I am transferring Hi-8 tapes to eventually become DVD's. I have recently purchased a Sony Digital 8 camera and am trying to find the better method for the conversion process.

My first concern is what DV codec should I use and from my research, it seems that as I am only transferring video from the camera to the computer via firewire, there is no DV codec involved, other than the Sony codec in the camera, used to produce the initial video. This seems reasonable, except before I read this, I tried a test, transferring a small clip from the camera using a variety (or so I thought) of codecs,to "capture" or transfer - Microsoft, Mainconcept, Panasonic, etc. I took each of these copied avi clips into Virtualdub and edited them to the exact same frames and saved as a direct stream avi. I then used Tmpgenc to convert to Mpeg, all using the same settings in Tmpgenc.
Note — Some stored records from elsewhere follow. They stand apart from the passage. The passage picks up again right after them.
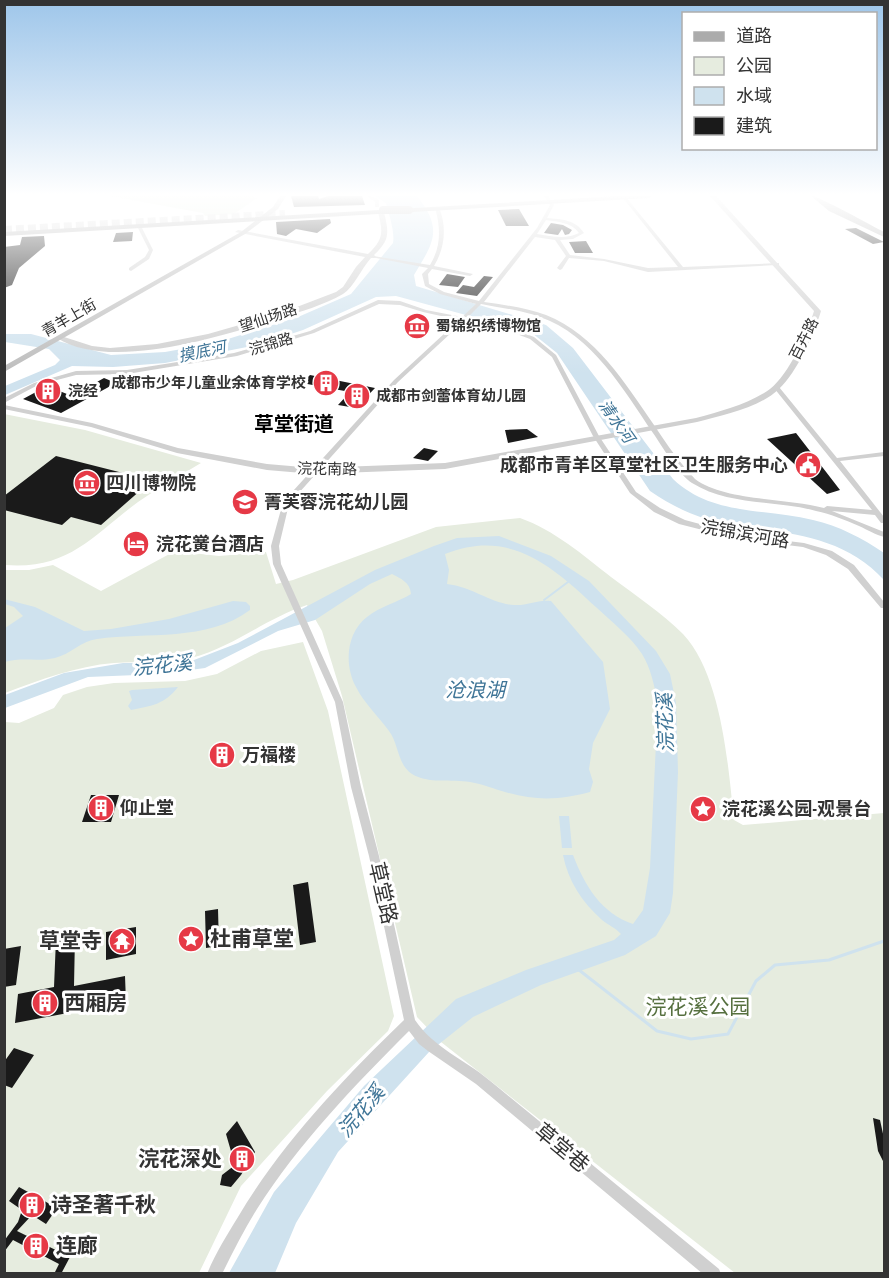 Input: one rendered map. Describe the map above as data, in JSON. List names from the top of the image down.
{
  "streets": {
    "main road": ["青羊上街"],
    "street": [
      "望仙场路",
      "百卉路",
      "浣锦路",
      "浣花南路",
      "浣锦滨河路",
      "草堂路",
      "草堂巷"
    ]
  },
  "crossings": [
    ["青羊上街", "望仙场路"],
    ["浣锦路", "浣锦滨河路"],
    ["浣锦路", "草堂路"],
    ["浣花南路", "浣锦滨河路"],
    ["浣花南路", "草堂路"],
    ["浣锦滨河路", "草堂路"],
    ["草堂路", "草堂巷"]
  ],
  "districts": ["草堂街道"],
  "water": [
    "摸底河",
    "清水河",
    "浣花溪",
    "沧浪湖"
  ],
  "parks": ["浣花溪公园"],
  "places": {
    "museum": ["蜀锦织绣博物馆", "四川博物院"],
    "building": [
      "成都市少年儿童业余体育学校",
      "浣经",
      "成都市剑蕾体育幼儿园",
      "万福楼",
      "仰止堂",
      "西厢房",
      "浣花深处",
      "诗圣著千秋",
      "连廊"
    ],
    "public building": ["成都市青羊区草堂社区卫生服务中心"],
    "school or university": ["菁芙蓉浣花幼儿园"],
    "hotel": ["浣花黉台酒店"],
    "place": ["浣花溪公园-观景台", "杜甫草堂"],
    "temple": ["草堂寺"]
  },
  "legend": [
    "道路",
    "公园",
    "水域",
    "建筑"
  ]
} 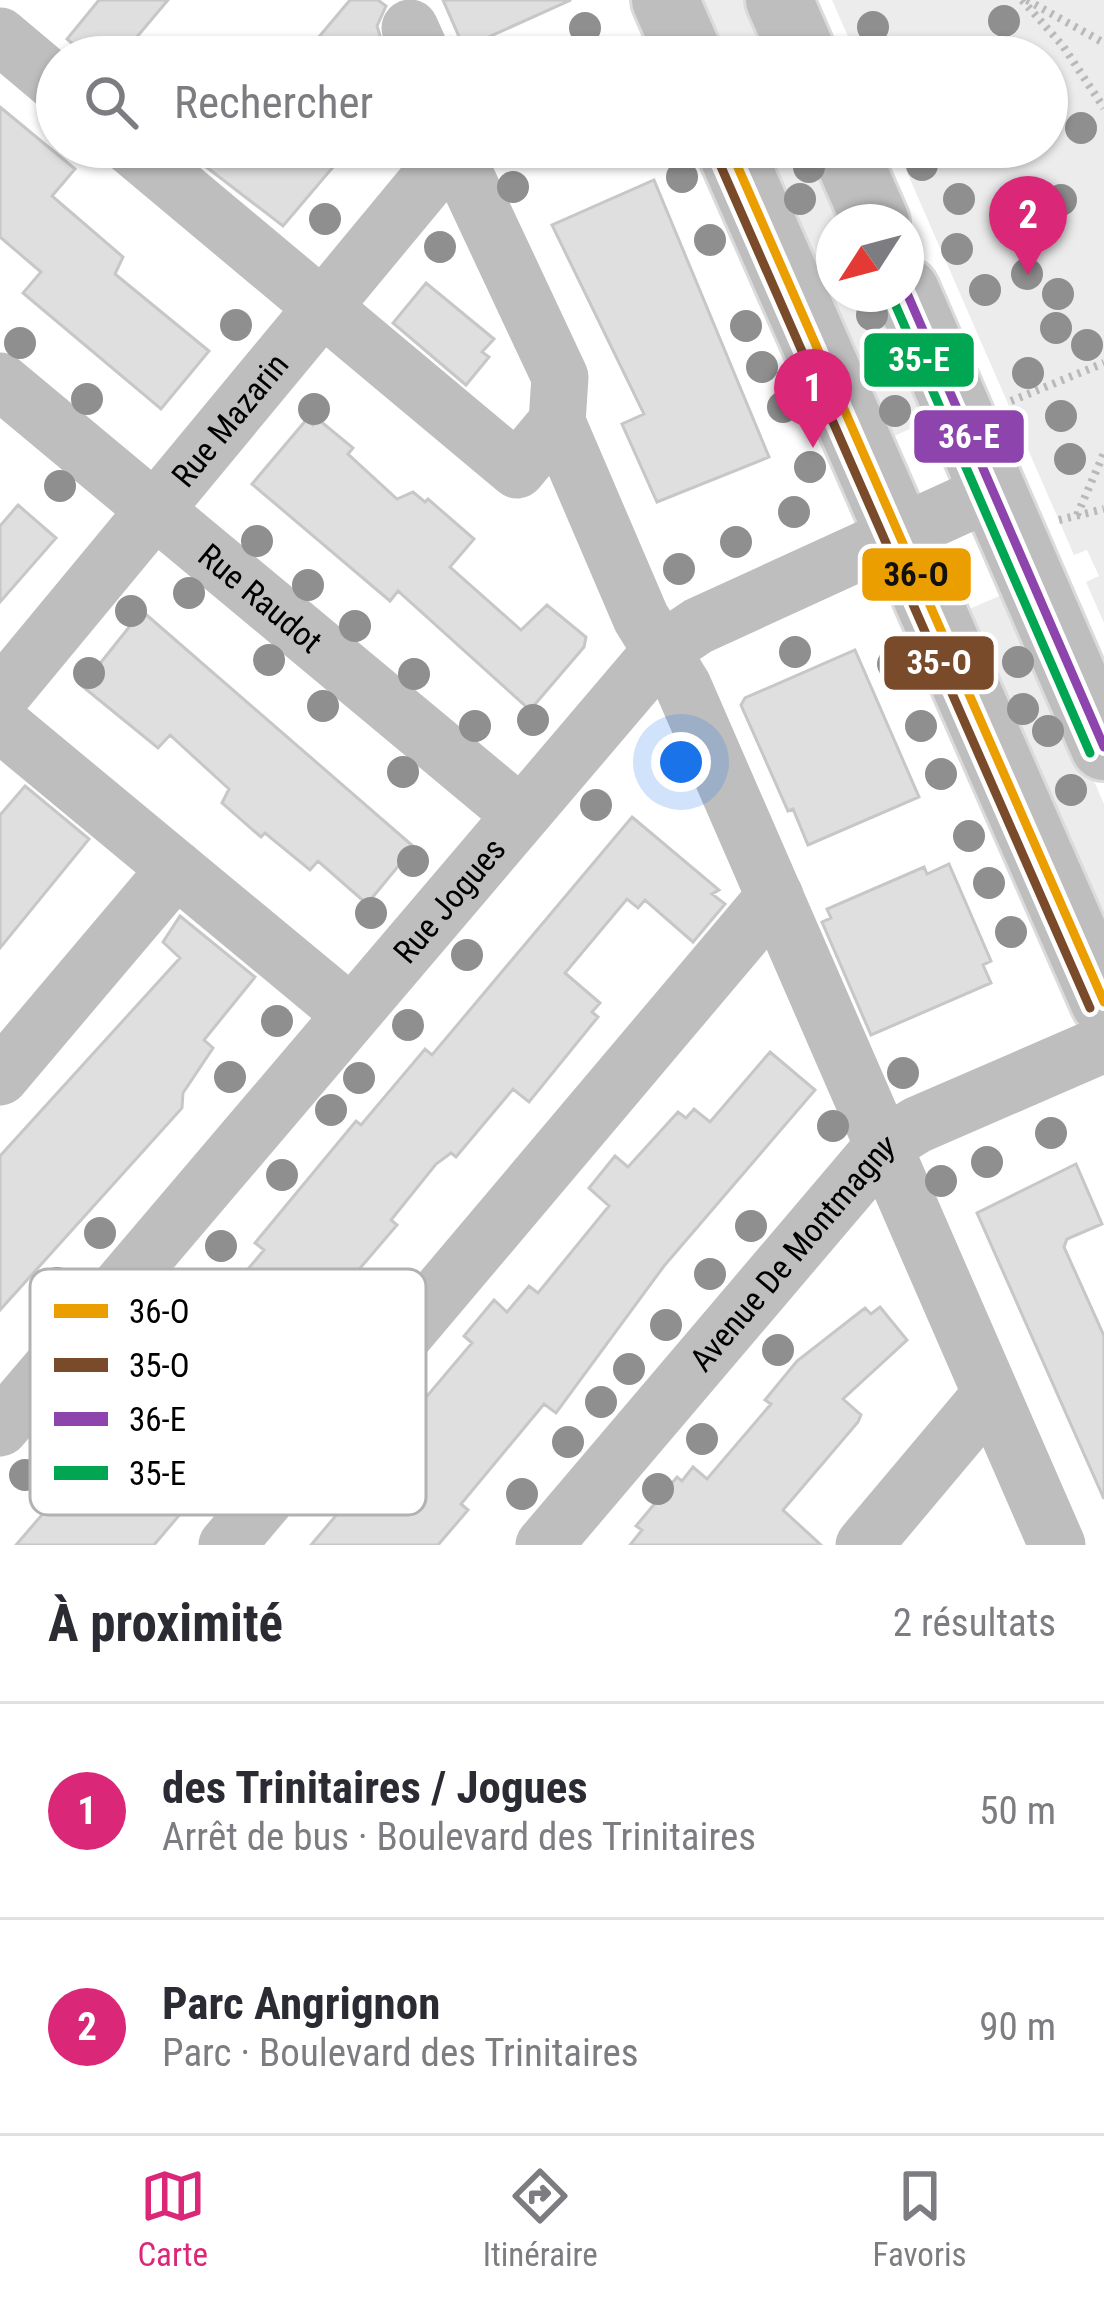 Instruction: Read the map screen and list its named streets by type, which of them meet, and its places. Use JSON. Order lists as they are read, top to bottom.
{
  "streets": {
    "street": [
      "Rue Mazarin",
      "Rue Raudot",
      "Rue Jogues",
      "Avenue De Montmagny"
    ]
  },
  "crossings": [
    ["Rue Mazarin", "Rue Raudot"],
    ["Rue Raudot", "Rue Jogues"]
  ],
  "lines": [
    "transit line 36-O",
    "transit line 35-O",
    "transit line 36-E",
    "transit line 35-E"
  ],
  "legend": [
    "36-O",
    "35-O",
    "36-E",
    "35-E"
  ],
  "north": "bottom left",
  "page": {
    "search": "Rechercher",
    "pins": ["2", "1"],
    "heading": ["À proximité", "2 résultats"],
    "list": [
      {
        "mark": "1",
        "name": "des Trinitaires / Jogues",
        "note": "Arrêt de bus · Boulevard des Trinitaires",
        "value": "50 m"
      },
      {
        "mark": "2",
        "name": "Parc Angrignon",
        "note": "Parc · Boulevard des Trinitaires",
        "value": "90 m"
      }
    ],
    "nav": ["Carte", "Itinéraire", "Favoris"]
  }
} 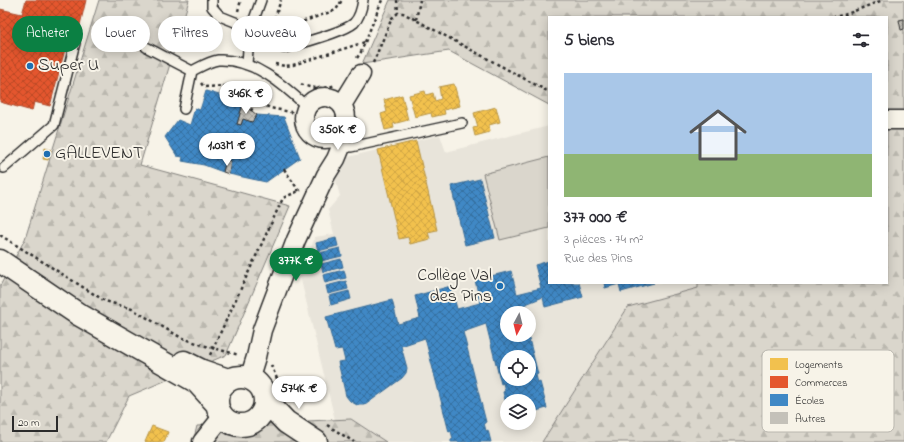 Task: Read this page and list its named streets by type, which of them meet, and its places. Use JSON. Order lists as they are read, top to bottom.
{
  "places": ["Super U", "GALLEVENT", "Collège Val des Pins"],
  "legend": [
    "Logements",
    "Commerces",
    "Écoles",
    "Autres"
  ],
  "scale_bar": "20 m",
  "north": "bottom",
  "page": {
    "chip": [
      "Acheter",
      "Louer",
      "Filtres",
      "Nouveau"
    ],
    "heading": "5 biens",
    "list": [
      {
        "name": "377 000 €",
        "note": "3 pièces · 74 m² · Rue des Pins"
      }
    ],
    "price": [
      "346K €",
      "350K €",
      "1.03M €",
      "377K €",
      "574K €"
    ],
    "scale": "20 m"
  }
} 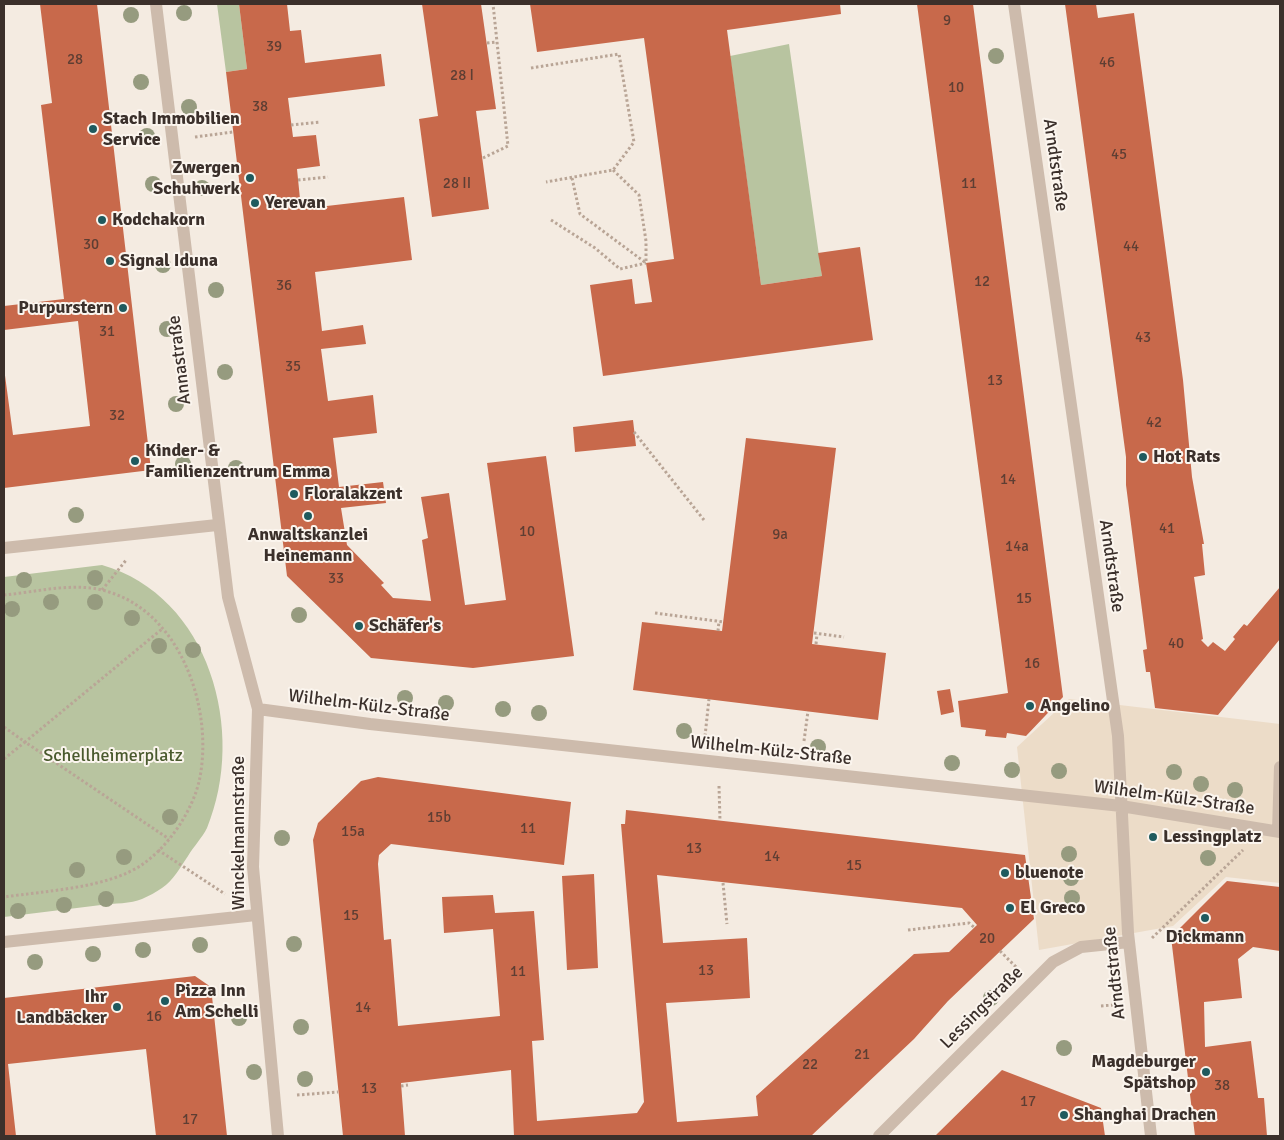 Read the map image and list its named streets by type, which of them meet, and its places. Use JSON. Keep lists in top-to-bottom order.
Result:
{
  "streets": {
    "street": [
      "Arndtstraße",
      "Annastraße",
      "Wilhelm-Külz-Straße",
      "Winckelmannstraße",
      "Lessingstraße"
    ]
  },
  "crossings": [
    ["Arndtstraße", "Wilhelm-Külz-Straße"],
    ["Arndtstraße", "Lessingstraße"],
    ["Annastraße", "Wilhelm-Külz-Straße"],
    ["Annastraße", "Winckelmannstraße"],
    ["Wilhelm-Külz-Straße", "Winckelmannstraße"]
  ],
  "parks": ["Schellheimerplatz"],
  "places": [
    "Stach Immobilien Service",
    "Zwergen Schuhwerk",
    "Yerevan",
    "Kodchakorn",
    "Signal Iduna",
    "Purpurstern",
    "Hot Rats",
    "Kinder- & Familienzentrum Emma",
    "Floralakzent",
    "Anwaltskanzlei Heinemann",
    "Schäfer's",
    "Angelino",
    "Lessingplatz",
    "bluenote",
    "El Greco",
    "Dickmann",
    "Pizza Inn Am Schelli",
    "Ihr Landbäcker",
    "Magdeburger Spätshop",
    "Shanghai Drachen"
  ],
  "house_numbers": [
    "9",
    "39",
    "28",
    "46",
    "28 I",
    "10",
    "38",
    "45",
    "28 II",
    "11",
    "30",
    "44",
    "12",
    "36",
    "31",
    "43",
    "35",
    "13",
    "32",
    "42",
    "14",
    "41",
    "10",
    "9a",
    "14a",
    "33",
    "15",
    "40",
    "16",
    "15b",
    "11",
    "15a",
    "13",
    "14",
    "15",
    "15",
    "20",
    "13",
    "11",
    "14",
    "16",
    "21",
    "22",
    "38",
    "13",
    "17",
    "17"
  ]
}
The resulting Mpegs were all different sizes and when examined in Bitrate Viewer, all showed significant differences in "Q" level and bitrate. My question, if the DV codec is not involved, why would not each clip compress the same in Tmpgence. Does Tmpgenc then read the codec header and use the reported codec to uncompress before re-compressing?

Another question involves frameserving (with Frameserver from DebugMode) from Vegas Video to Tmpgenc. The time needed for compression is approximately double when frameserving as when compressed directly with Tmpgenc. Also, the resulting Mpeg, when frameserved from Vegas has a different size than when done directly and the "Q" level shows a significant improvement when frameserved. I haven't done any editing in Vegas, just load and frameserve out. I can only conclude that Vegas is using its own codec, which is improving the quality and also slowing the process and then, presumably, Tmpgenc does not need to find the listed decoder.

I hope I have been able to expain my questions, as I am rather confused by all of this, at the moment.